Still choose boring technology

3 min read Original article ↗

Dan McKinley's classic essay Choose Boring Technology (2015) argued that every team has a limited number of "innovation tokens" to spend[1]. McKinley urged us to spend them on your actual product, not on replacing PostgreSQL with the hot new database[2].

It was good advice then. Now with AI, boring technology has gained another concrete, measurable advantage.

Boring tech is in the training set

Most LLMs are trained on the internet. This means established, well-documented, stable technologies are extremely well represented. SQL, PostgreSQL, Redis, REST, Regex, React. The "boring stuff" has millions of examples, repos, tutorials, Stack Overflow answers, and battle-tested patterns baked into the model weights. This is one of the core theses in my previous short on ceding skills to AI.

Newer products and those that have large breaking changes between versions are kryptonite to AI. Last year I was building an editor using PlateJS. A recent set of breaking changes sent the AI down rabbit hole after rabbit hole.
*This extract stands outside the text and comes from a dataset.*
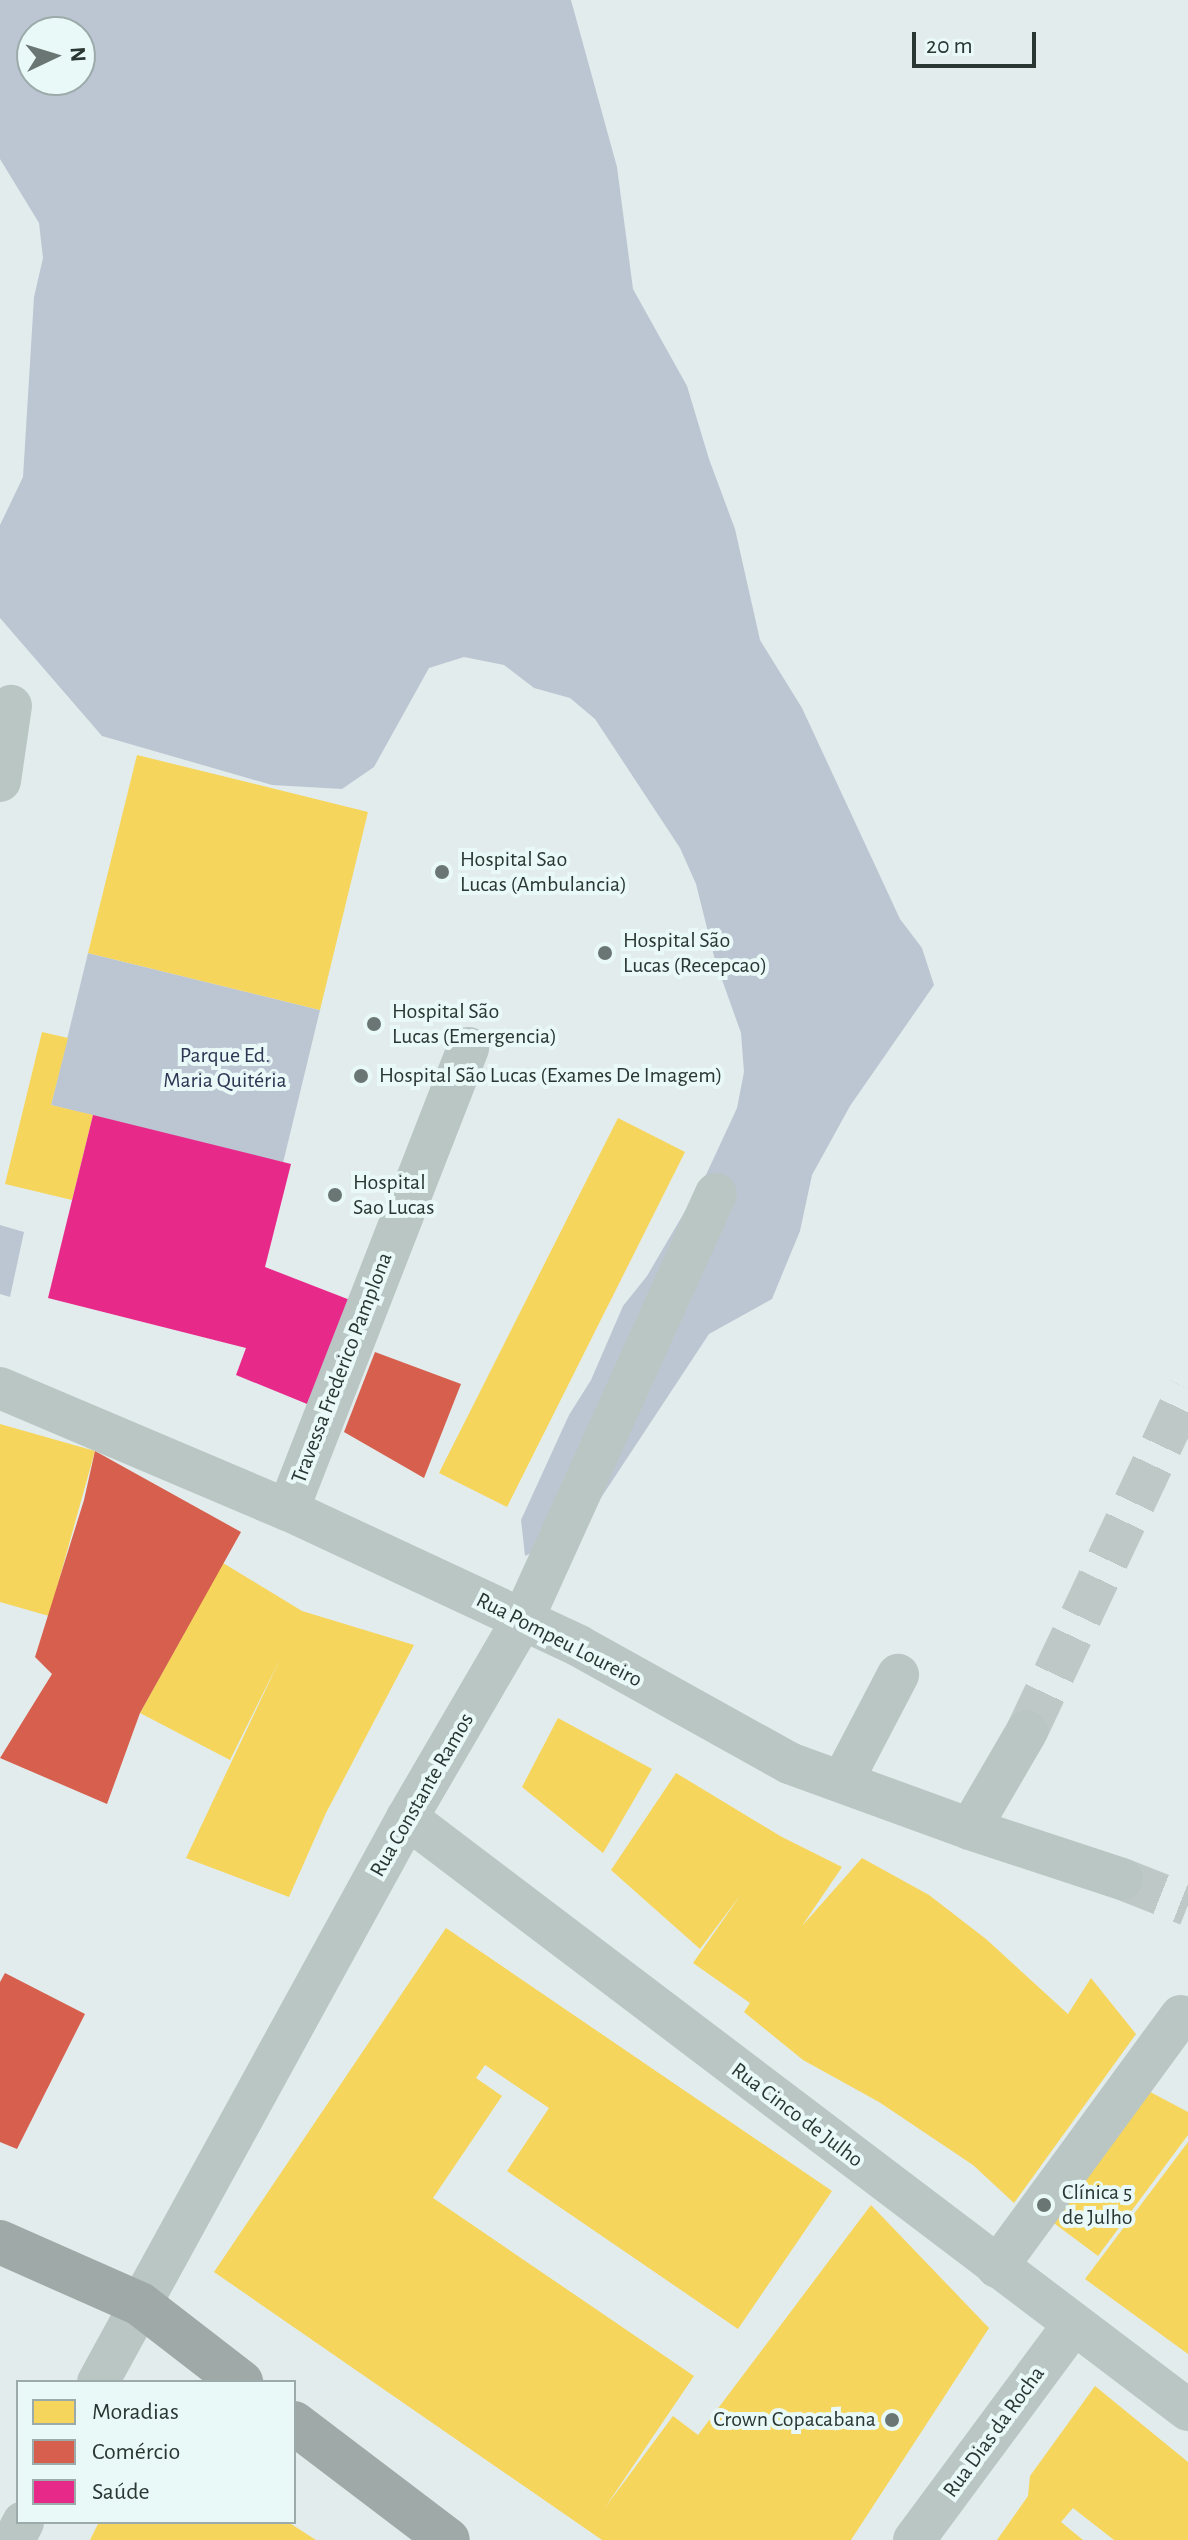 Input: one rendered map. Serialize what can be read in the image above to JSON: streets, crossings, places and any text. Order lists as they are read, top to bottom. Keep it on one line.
{"streets":{"street":["Travessa Frederico Pamplona","Rua Pompeu Loureiro","Rua Constante Ramos","Rua Cinco de Julho","Rua Dias da Rocha"]},"crossings":[["Travessa Frederico Pamplona","Rua Pompeu Loureiro"],["Rua Pompeu Loureiro","Rua Constante Ramos"],["Rua Constante Ramos","Rua Cinco de Julho"],["Rua Cinco de Julho","Rua Dias da Rocha"]],"parks":["Parque Ed. Maria Quitéria"],"places":["Hospital Sao Lucas (Ambulancia)","Hospital São Lucas (Recepcao)","Hospital São Lucas (Emergencia)","Hospital São Lucas (Exames De Imagem)","Hospital Sao Lucas","Clínica 5 de Julho","Crown Copacabana"],"legend":["Moradias","Comércio","Saúde"],"scale_bar":"20 m","north":"right"}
I burned hours on it[3].

The innovation tax is now double

McKinley's original framing was about cognitive overhead for your team. Every exotic technology choice means more documentation, more debugging, more onboarding friction. Often this skill or knowledge becomes "islanded" — only a select group know how to get the best results.

AI doesn't fix this. In fact, it will make it worse. If you pick an exotic technology, both you and the AI need to grapple with it. You need to prompt in a way that gets the best results, without the deep knowledge of the destination. If the technology is truly unfamiliar, you might not be expert enough to guide the AI to a sufficiently robust result.

Every innovation token you spend now costs you twice: once for your team, once for your AI.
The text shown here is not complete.